This Monday saw two men, Martyn Dodgson and Andrew Hind found guilty of insider trading after a four month trial in what is Britain’s biggest ever insider trading case.
The four month trial ends a nine year-long investigation from the FCA dubbed operation Tabernula, which began in 2007 and involved trawling through thousands of records and wiretapping to build a case across the period. The operation culminated in dawn raids in March 2010 involving over 140 staff and 16 different locations.
Mr Dodgson is convicted of passing insider knowledge he gained while working as an investment banker with Deutsche bank to his friend Hinds an accountant, who acting as a middle man sent the insider info on to 3 securities traders. The 3 traders named in court as Julian Rifat, Graeme Shelley, Paul Milsom pleaded guilty in the case and have been acquitted.

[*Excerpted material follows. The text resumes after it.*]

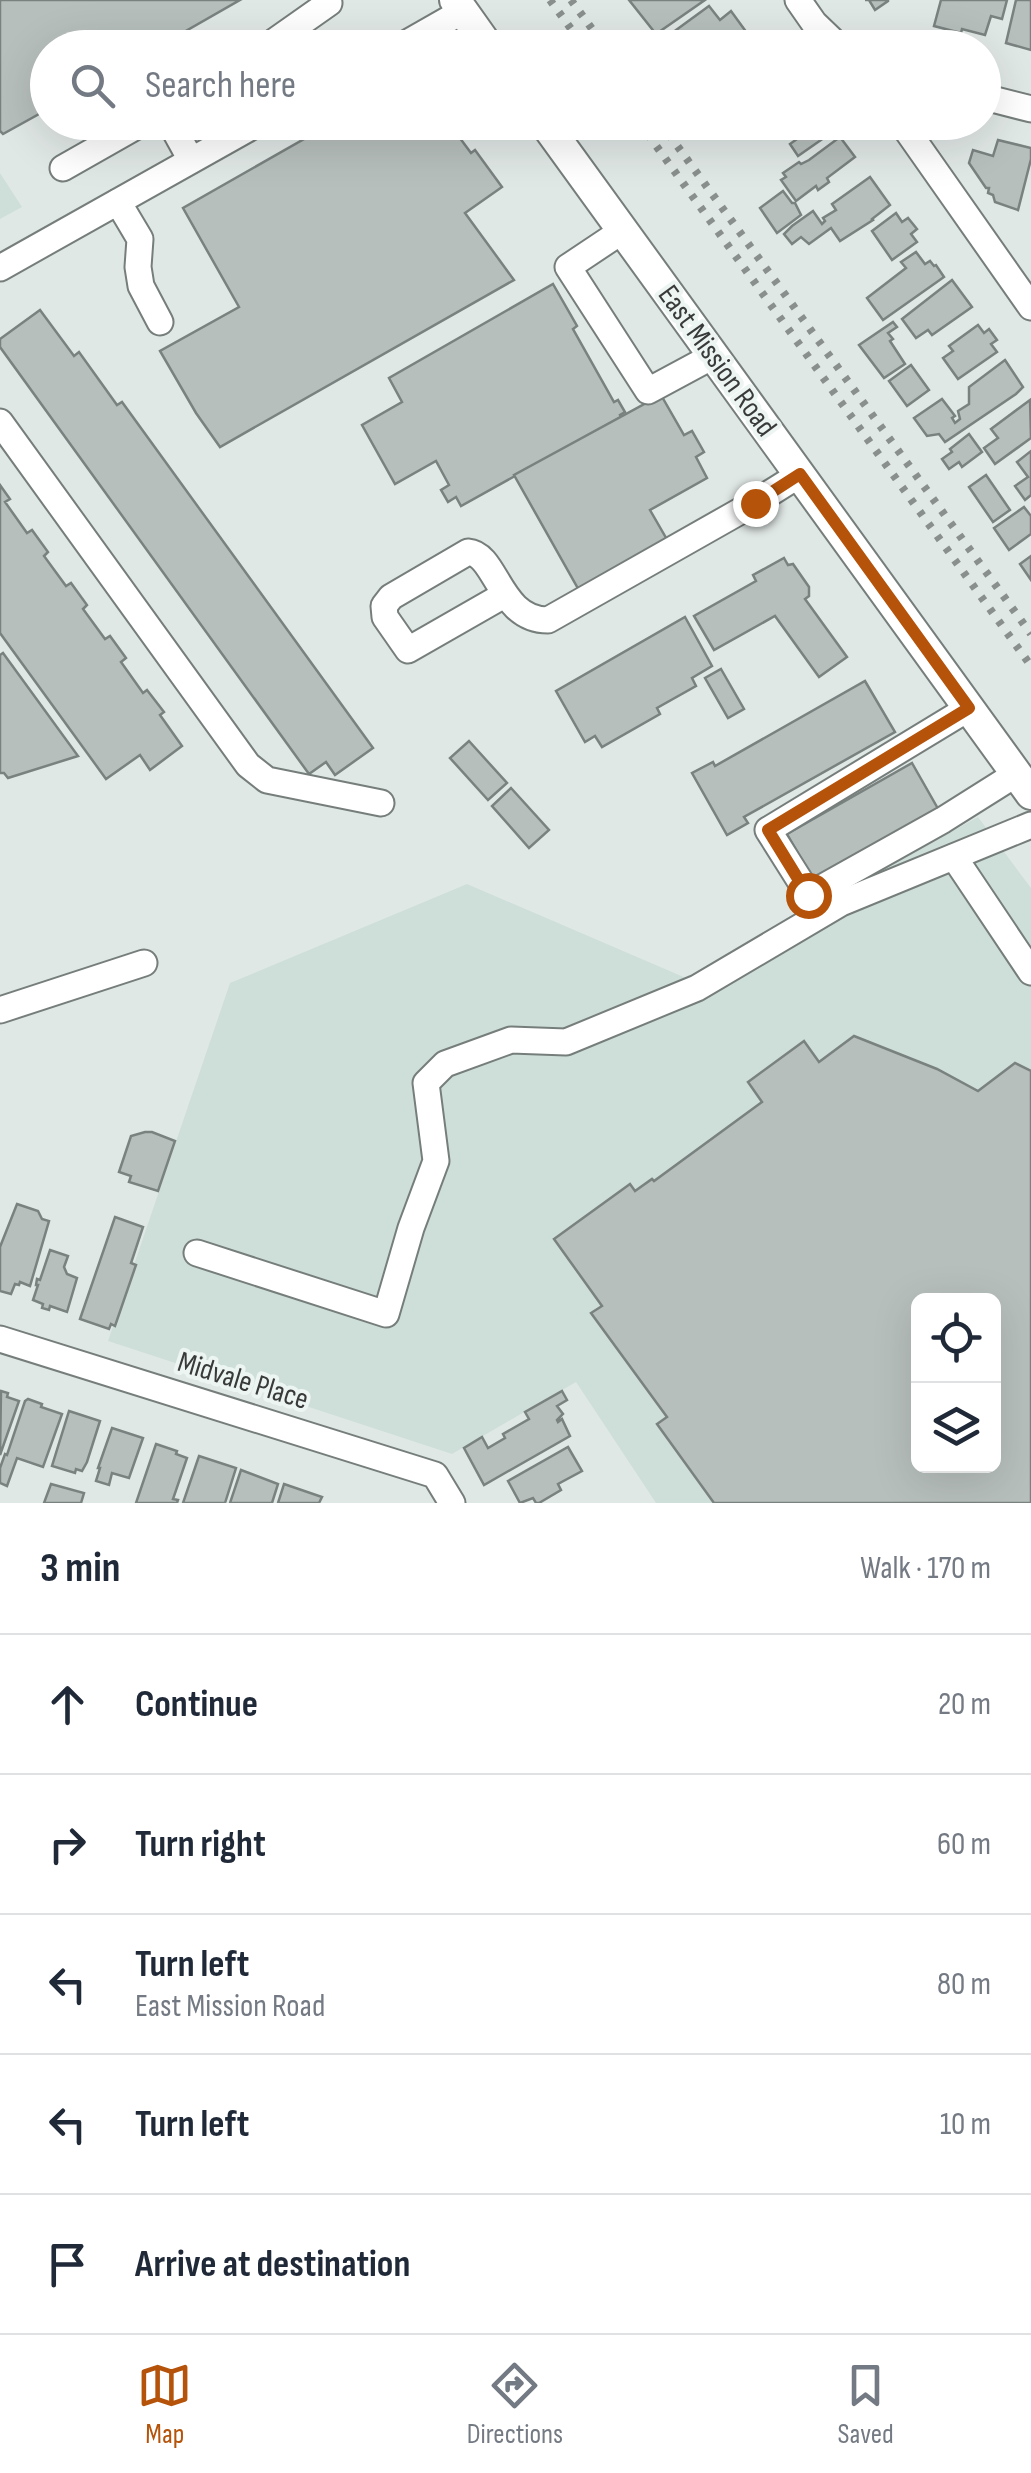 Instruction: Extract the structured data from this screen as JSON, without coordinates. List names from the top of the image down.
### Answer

The men were accused of making £7.4 million pounds ($10.7 million) from the insider trading of six stocks between the period of 2006 and 2010, with the FCA investigating them from 2007 on. The pair is said to have used high end encryption systems, pay as you go mobile phones and nicknames to keep their anonymity.
Dodgson and Hinds now face a maximum prison term of 7 years. The verdict is seen as a victory for the FCA as they look to send a message to other would be white collar criminals. Mark Steward a director of enforcement with the FCA had to say;
“The message is loud and clear that the F.C.A. will not tolerate sophisticated predatory criminals abusing our markets.”